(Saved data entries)

+ + + + + + +

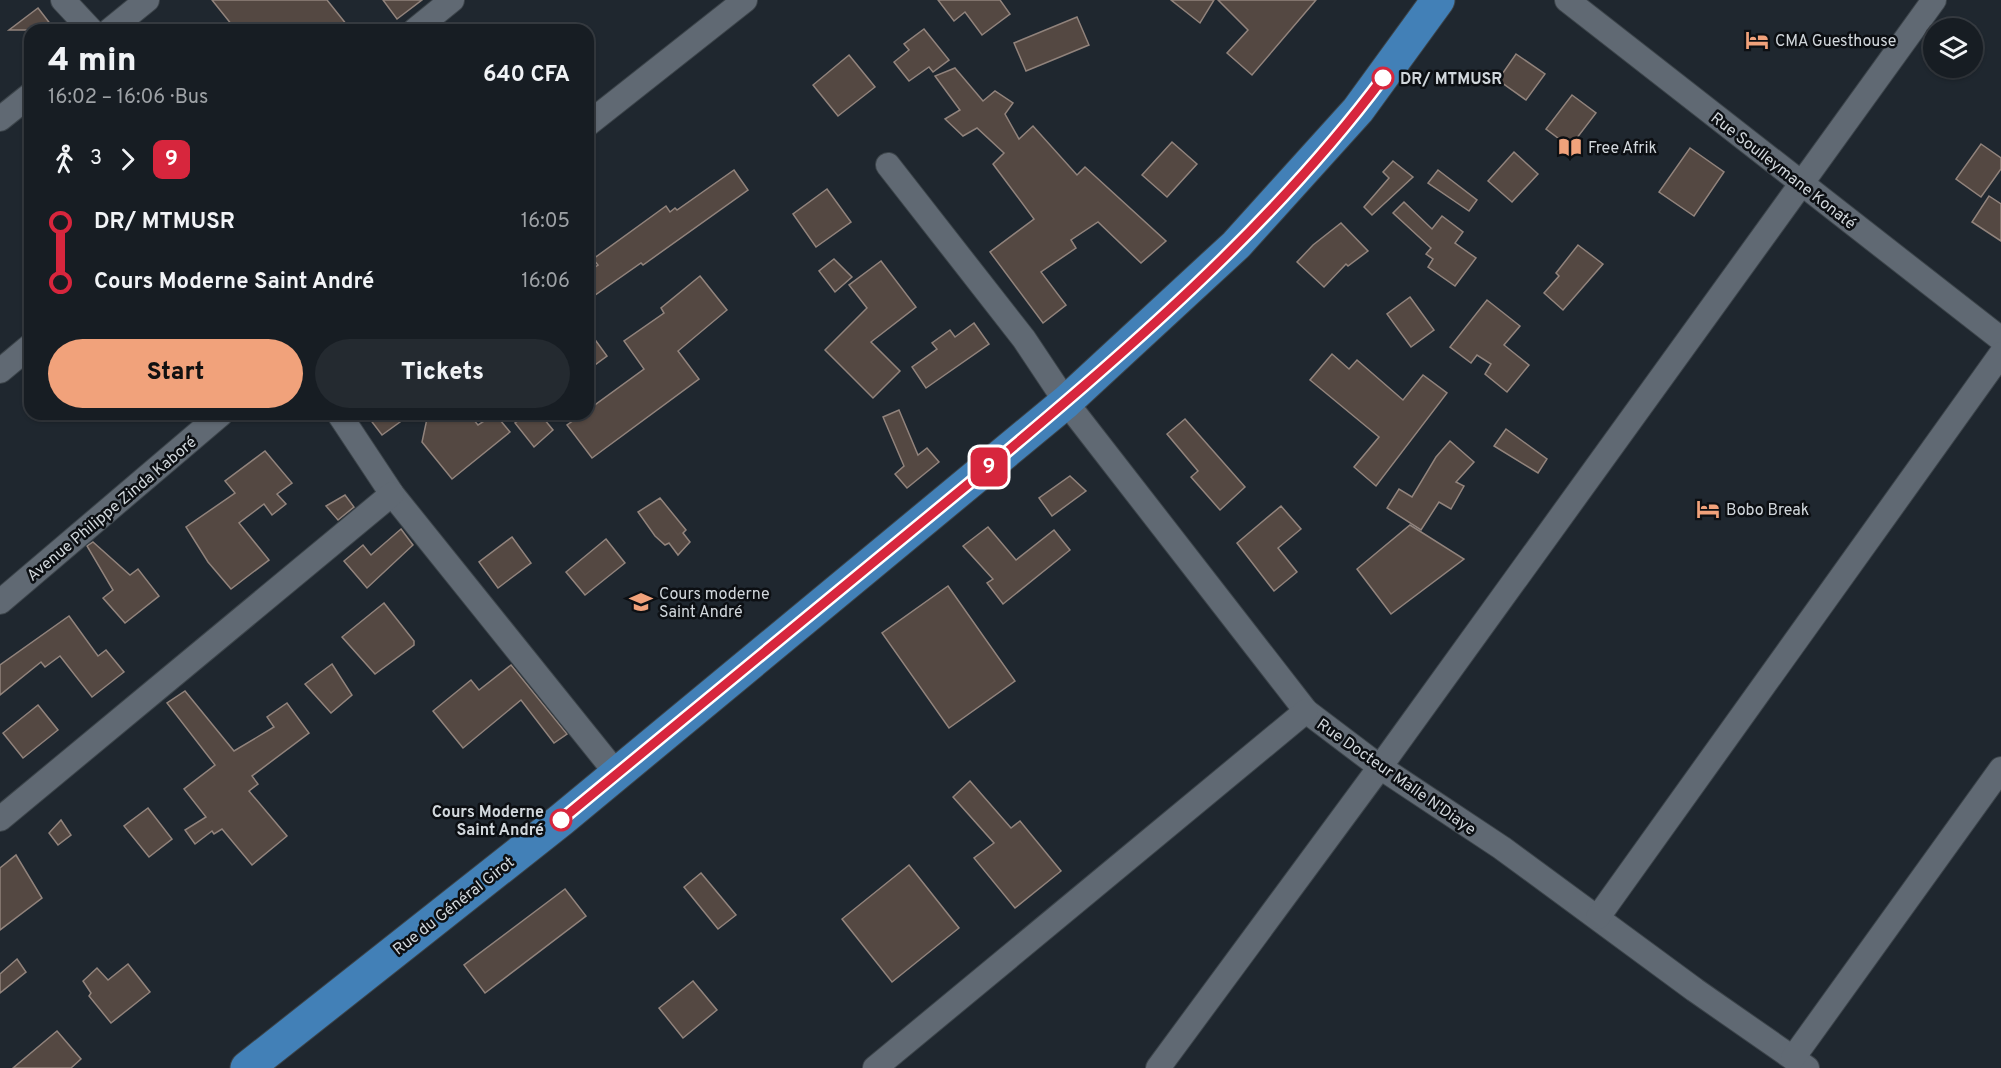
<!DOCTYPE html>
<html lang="en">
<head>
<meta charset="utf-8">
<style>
  body { margin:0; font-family:Overpass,sans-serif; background:#242a30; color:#f1f3f6; height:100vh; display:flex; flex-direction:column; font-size:22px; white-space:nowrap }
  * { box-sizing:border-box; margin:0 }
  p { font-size:20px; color:#9ea2a6 }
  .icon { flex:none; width:33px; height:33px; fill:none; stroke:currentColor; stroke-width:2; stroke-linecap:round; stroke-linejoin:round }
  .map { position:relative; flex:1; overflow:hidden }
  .drawer { position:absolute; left:24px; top:24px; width:570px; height:396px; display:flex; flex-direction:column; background:#171d23; border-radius:18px; box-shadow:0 2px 4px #0004,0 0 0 2px #363b41 }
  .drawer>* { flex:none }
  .badge { padding:0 12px; border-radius:9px; font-size:21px; line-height:39px }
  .tools { position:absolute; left:1923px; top:18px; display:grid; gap:12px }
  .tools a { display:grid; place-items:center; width:60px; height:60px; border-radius:50%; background:#171d23; box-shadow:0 2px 4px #0004,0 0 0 2px #363b41; font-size:30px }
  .map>.badge { position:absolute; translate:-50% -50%; box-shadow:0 0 0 3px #fff }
  .legs { display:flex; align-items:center; gap:9px; height:66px; padding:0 24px; font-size:20px }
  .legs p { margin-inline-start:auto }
  .head { display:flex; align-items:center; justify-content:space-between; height:102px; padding:0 24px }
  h1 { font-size:33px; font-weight:800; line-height:45px }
  .cta { display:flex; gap:12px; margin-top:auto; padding:12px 24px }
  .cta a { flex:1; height:69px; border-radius:36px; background:#f1a27b; color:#111; font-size:24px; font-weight:800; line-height:69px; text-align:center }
  .cta a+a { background:#242a30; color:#f1f3f6 }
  ul { padding:0 24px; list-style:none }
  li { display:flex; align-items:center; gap:21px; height:60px; font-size:22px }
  li i { display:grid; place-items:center; width:9px; height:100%; margin:0 8px; background:currentColor }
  li i::after { content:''; width:15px; height:15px; margin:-8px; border:4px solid; border-radius:50%; background:#171d23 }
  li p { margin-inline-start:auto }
  li:first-child i { background:linear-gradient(#0000 50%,currentColor 0) }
  li:last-child i { background:linear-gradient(currentColor 50%,#0000 0) }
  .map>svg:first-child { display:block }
  .building { fill:#544842; stroke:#91837c; stroke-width:1.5 }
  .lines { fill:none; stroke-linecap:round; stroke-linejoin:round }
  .minor-casing { stroke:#3c444a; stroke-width:26 }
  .trunk-casing { stroke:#3c444a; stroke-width:35 }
  .minor { stroke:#606973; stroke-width:24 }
  .trunk { stroke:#4280b7; stroke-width:33 }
  .line-1-casing { stroke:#fff; stroke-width:14 }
  .line-1 { stroke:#d7263d; stroke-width:9 }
  .stop-1-dot { fill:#fff; stroke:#d7263d; stroke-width:3 }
  .labels { text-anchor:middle; stroke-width:5; stroke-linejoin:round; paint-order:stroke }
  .poi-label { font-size:16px; fill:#d1d7dc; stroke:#0c0f13; text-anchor:start }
  .stop-label { font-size:16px; font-weight:bold; fill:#d1d7dc; stroke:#0c0f13; text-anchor:start }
  .street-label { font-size:16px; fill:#d1d7dc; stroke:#0c0f13 }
</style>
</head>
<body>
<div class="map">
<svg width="2001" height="1068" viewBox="0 0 2001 1068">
  <rect width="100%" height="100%" fill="#1f272f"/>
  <g class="building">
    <polygon points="212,0 327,0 351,30 236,30"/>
    <polygon points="383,0 422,0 397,19"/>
    <polygon points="938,0 1000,0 1010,14 982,35 965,12 954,21"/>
    <polygon points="1171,0 1214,0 1200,23"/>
    <polygon points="1218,0 1316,0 1252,75 1227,53 1248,30"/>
    <polygon points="38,8 55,30 9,30"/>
    <polygon points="1077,17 1089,45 1026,71 1014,43"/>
    <polygon points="924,29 949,60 933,72 929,67 909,81 894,62 909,50 904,44"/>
    <polygon points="1516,54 1545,74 1526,100 1498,80"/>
    <polygon points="849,55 875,87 838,116 813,85"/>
    <polygon points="955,68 983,101 995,91 1013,103 1005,114 1019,139 1033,126 1077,175 1085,167 1166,241 1141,263 1098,222 1071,240 1076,248 1041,272 1066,305 1043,323 990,252 1034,219 993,164 1004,153 977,128 963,136 945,119 960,110 935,76"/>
    <polygon points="1572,95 1596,113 1570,147 1546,129"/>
    <polygon points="1172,142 1197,164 1167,197 1142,175"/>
    <polygon points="1981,144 2001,158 2001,169 1981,197 1956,179"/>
    <polygon points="1690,148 1724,172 1694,216 1659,192"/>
    <polygon points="1514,152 1538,174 1512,202 1488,181"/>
    <polygon points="1393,161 1413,177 1372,215 1364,207 1389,178 1383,172"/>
    <polygon points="734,170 748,190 643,265 641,263 588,300 588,272 598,265 593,259 666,206 670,212 675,208 677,210"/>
    <polygon points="1438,170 1477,200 1469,211 1428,183"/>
    <polygon points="827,189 851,222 816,247 793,214"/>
    <polygon points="1989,196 2001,204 2001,241 1972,222"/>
    <polygon points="1404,202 1432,229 1442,216 1463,232 1455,243 1476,258 1455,286 1428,267 1433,259 1426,254 1431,248 1393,213"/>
    <polygon points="1341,223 1368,251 1348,266 1346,264 1324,287 1297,262 1313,245"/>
    <polygon points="1578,245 1603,264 1563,310 1544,293 1559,276 1556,273"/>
    <polygon points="834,259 852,277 835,292 819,271"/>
    <polygon points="881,261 916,307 871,342 900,371 873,398 825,350 867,308 849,285"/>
    <polygon points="700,276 727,310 678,351 699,379 592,458 567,425 583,414 588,414 588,410 644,369 624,341 664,313 661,308"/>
    <polygon points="1410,297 1434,330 1411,347 1387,314"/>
    <polygon points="1487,300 1520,326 1504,345 1529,365 1507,392 1485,374 1491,364 1477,355 1471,363 1450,347"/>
    <polygon points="974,323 989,344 926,388 912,367 937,349 932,343 950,330 955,337"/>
    <polygon points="588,330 607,356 588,370"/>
    <polygon points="1332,354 1349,369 1357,360 1403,400 1423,375 1447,393 1376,486 1354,467 1379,437 1310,380"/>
    <polygon points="899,410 918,455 927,448 939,462 907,488 895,474 904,466 883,417"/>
    <polygon points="366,414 411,414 382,435"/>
    <polygon points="428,414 469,414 478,425 495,414 510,432 452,479 422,442"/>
    <polygon points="528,414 540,414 553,430 534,447 515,423"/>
    <polygon points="1185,419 1245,487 1220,510 1191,477 1198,471 1167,434"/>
    <polygon points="1506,429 1547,459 1538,473 1494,446"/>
    <polygon points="1450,441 1474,462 1456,482 1464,486 1451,509 1439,502 1421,530 1387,508 1399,489 1412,497 1436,457"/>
    <polygon points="265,451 292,483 277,494 286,504 272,515 264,504 239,523 269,560 231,589 208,562 186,527 235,493 225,481"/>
    <polygon points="1070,476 1086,491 1052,516 1039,498"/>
    <polygon points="345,495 354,507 338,520 326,506"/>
    <polygon points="660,498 686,530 683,533 690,542 678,555 669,543 665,545 655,536 638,512"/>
    <polygon points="1281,506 1301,529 1278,548 1297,572 1274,591 1237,543"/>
    <polygon points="1410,525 1464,559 1391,614 1357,569"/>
    <polygon points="988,527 1016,560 1054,530 1070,550 1003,604 987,583 993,579 963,546"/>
    <polygon points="401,529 413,545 367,588 344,561 363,545 371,555"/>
    <polygon points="512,537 531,563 498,588 479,562"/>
    <polygon points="606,539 625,563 585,595 566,572"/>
    <polygon points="93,542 130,575 138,569 159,596 125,623 103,598 113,590 87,546"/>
    <polygon points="948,586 1015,681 949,728 882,633"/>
    <polygon points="384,603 414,641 414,645 375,674 342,637"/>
    <polygon points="69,616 98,656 106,650 124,672 92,697 60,656 45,667 41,662 0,695 0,665"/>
    <polygon points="332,664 352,695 331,713 305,684"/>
    <polygon points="511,665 567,734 554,743 521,700 463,748 433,711 471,680 479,690"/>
    <polygon points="185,691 234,751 274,727 267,717 287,703 309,733 252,776 258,784 249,791 287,836 252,865 222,829 214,834 212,831 195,844 185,830 206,817 184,789 215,765 167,703"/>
    <polygon points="38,705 58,730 23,758 3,733"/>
    <polygon points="970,781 1011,828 1020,821 1061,871 1015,908 974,858 994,843 953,797"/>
    <polygon points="148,808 172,839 149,857 124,826"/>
    <polygon points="61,820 71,835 58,845 49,833"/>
    <polygon points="16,855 42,898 0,930 0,868"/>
    <polygon points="909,865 959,928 892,982 842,919"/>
    <polygon points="701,873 736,915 718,929 684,887"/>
    <polygon points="565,889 586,916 485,993 464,965"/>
    <polygon points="17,959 26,972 0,993 0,974"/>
    <polygon points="128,964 150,992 111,1023 89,996 91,993 83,981 97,968 108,980"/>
    <polygon points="693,981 717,1010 683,1038 659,1008"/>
    <polygon points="57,1031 81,1059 71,1068 13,1068"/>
  </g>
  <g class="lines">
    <g class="minor-casing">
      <g id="minor">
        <polyline points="63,0 91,30"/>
        <polyline points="1567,0 2001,339"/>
        <polyline points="110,30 147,0"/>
        <polyline points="415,30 452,0"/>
        <polyline points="0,119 30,95"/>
        <polyline points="588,124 745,0"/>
        <polyline points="888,165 1024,339 1066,402 1306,711 1380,767 1502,848 1695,990 1807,1068"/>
        <polyline points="0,371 30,346"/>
        <polyline points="339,414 392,494 617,774"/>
        <polyline points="0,602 221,414"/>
        <polyline points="0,819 392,494"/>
        <polyline points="1598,917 2001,354"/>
        <polyline points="1793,1058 2001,769"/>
        <polyline points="875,1068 1306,711"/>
        <polyline points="1158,1068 1380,767 1934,0"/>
      </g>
    </g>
    <g class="trunk-casing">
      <polyline id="trunk" points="247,1068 561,820 1066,402 1236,245 1358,110 1438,0"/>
    </g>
    <use href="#minor" class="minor"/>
    <use href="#trunk" class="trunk"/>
  </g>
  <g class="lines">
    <g class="line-1-casing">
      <path id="line-1" d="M561 820C700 705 840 591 978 476 1122 355 1270 229 1383 78"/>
    </g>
    <use href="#line-1" class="line-1"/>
  </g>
  <defs>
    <g id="hotel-bare" transform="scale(1.8)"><path d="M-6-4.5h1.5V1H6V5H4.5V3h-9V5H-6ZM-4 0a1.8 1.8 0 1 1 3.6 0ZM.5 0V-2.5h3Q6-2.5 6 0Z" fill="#f1a27b" stroke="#0c0f13" stroke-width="2.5" paint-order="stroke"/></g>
    <g id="library-bare" transform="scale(1.8)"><path d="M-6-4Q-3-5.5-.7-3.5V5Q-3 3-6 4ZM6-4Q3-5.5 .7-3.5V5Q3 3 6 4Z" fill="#f1a27b" stroke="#0c0f13" stroke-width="2.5" paint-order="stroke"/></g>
    <g id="school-bare" transform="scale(1.8)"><path d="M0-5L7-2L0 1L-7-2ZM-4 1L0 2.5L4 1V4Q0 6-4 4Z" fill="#f1a27b" stroke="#0c0f13" stroke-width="2.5" paint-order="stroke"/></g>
  </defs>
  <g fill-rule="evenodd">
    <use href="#hotel-bare" x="1757" y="40"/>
    <use href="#library-bare" x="1570" y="147"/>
    <use href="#hotel-bare" x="1708" y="509"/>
    <use href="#school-bare" x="641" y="602"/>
  </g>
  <g class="stop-1-dot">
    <circle cx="1383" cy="78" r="10"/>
    <circle cx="561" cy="820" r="10"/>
  </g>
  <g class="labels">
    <g class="poi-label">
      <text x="1775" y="46">CMA Guesthouse</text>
      <text x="1588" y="153">Free Afrik</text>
      <text x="1726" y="515">Bobo Break</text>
      <text x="659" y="599">Cours moderne<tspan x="659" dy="18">Saint André</tspan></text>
    </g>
    <g class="stop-label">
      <text x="1400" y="84">DR/ MTMUSR</text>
      <text x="544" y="817" text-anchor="end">Cours Moderne<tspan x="544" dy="18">Saint André</tspan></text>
    </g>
    <g class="street-label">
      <text transform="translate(1784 170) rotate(38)" y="6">Rue Soulleymane Konaté</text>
      <text transform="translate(111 508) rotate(-40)" y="6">Avenue Philippe Zinda Kaboré</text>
      <text transform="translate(1397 776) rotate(35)" y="6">Rue Docteur Malle N'Diaye</text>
      <text transform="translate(453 905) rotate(-38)" y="6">Rue du Général Girot</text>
    </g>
  </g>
</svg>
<div class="tools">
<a><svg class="icon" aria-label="layers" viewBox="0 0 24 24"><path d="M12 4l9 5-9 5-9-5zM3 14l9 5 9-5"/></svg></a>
</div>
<b class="badge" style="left:989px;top:467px;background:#d7263d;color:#fff">9</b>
<section class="drawer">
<div class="head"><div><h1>4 min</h1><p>16:02 – 16:06 · Bus</p></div><b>640 CFA</b></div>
<div class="legs"><svg class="icon" aria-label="walk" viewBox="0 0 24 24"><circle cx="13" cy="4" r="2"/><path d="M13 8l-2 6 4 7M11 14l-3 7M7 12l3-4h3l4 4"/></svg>3<svg class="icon" aria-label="forward" viewBox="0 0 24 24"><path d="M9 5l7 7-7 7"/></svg><b class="badge" style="background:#d7263d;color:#fff">9</b></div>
<ul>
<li><i style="color:#d7263d"></i><b>DR/ MTMUSR</b><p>16:05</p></li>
<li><i style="color:#d7263d"></i><b>Cours Moderne Saint André</b><p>16:06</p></li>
</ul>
<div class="cta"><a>Start</a><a>Tickets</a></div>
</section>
</div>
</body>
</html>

+ + + + + + +

▶ **The problem**
Start at the top of the entries and repeat each line exactly, ending at the line that contains "display:flex; align-items:center; gap:9px;". Pictures are not part of the copy.

▶ **Response to this task**
<!DOCTYPE html>
<html lang="en">
<head>
<meta charset="utf-8">
<style>
  body { margin:0; font-family:Overpass,sans-serif; background:#242a30; color:#f1f3f6; height:100vh; display:flex; flex-direction:column; font-size:22px; white-space:nowrap }
  * { box-sizing:border-box; margin:0 }
  p { font-size:20px; color:#9ea2a6 }
  .icon { flex:none; width:33px; height:33px; fill:none; stroke:currentColor; stroke-width:2; stroke-linecap:round; stroke-linejoin:round }
  .map { position:relative; flex:1; overflow:hidden }
  .drawer { position:absolute; left:24px; top:24px; width:570px; height:396px; display:flex; flex-direction:column; background:#171d23; border-radius:18px; box-shadow:0 2px 4px #0004,0 0 0 2px #363b41 }
  .drawer>* { flex:none }
  .badge { padding:0 12px; border-radius:9px; font-size:21px; line-height:39px }
  .tools { position:absolute; left:1923px; top:18px; display:grid; gap:12px }
  .tools a { display:grid; place-items:center; width:60px; height:60px; border-radius:50%; background:#171d23; box-shadow:0 2px 4px #0004,0 0 0 2px #363b41; font-size:30px }
  .map>.badge { position:absolute; translate:-50% -50%; box-shadow:0 0 0 3px #fff }
  .legs { display:flex; align-items:center; gap:9px; height:66px; padding:0 24px; font-size:20px }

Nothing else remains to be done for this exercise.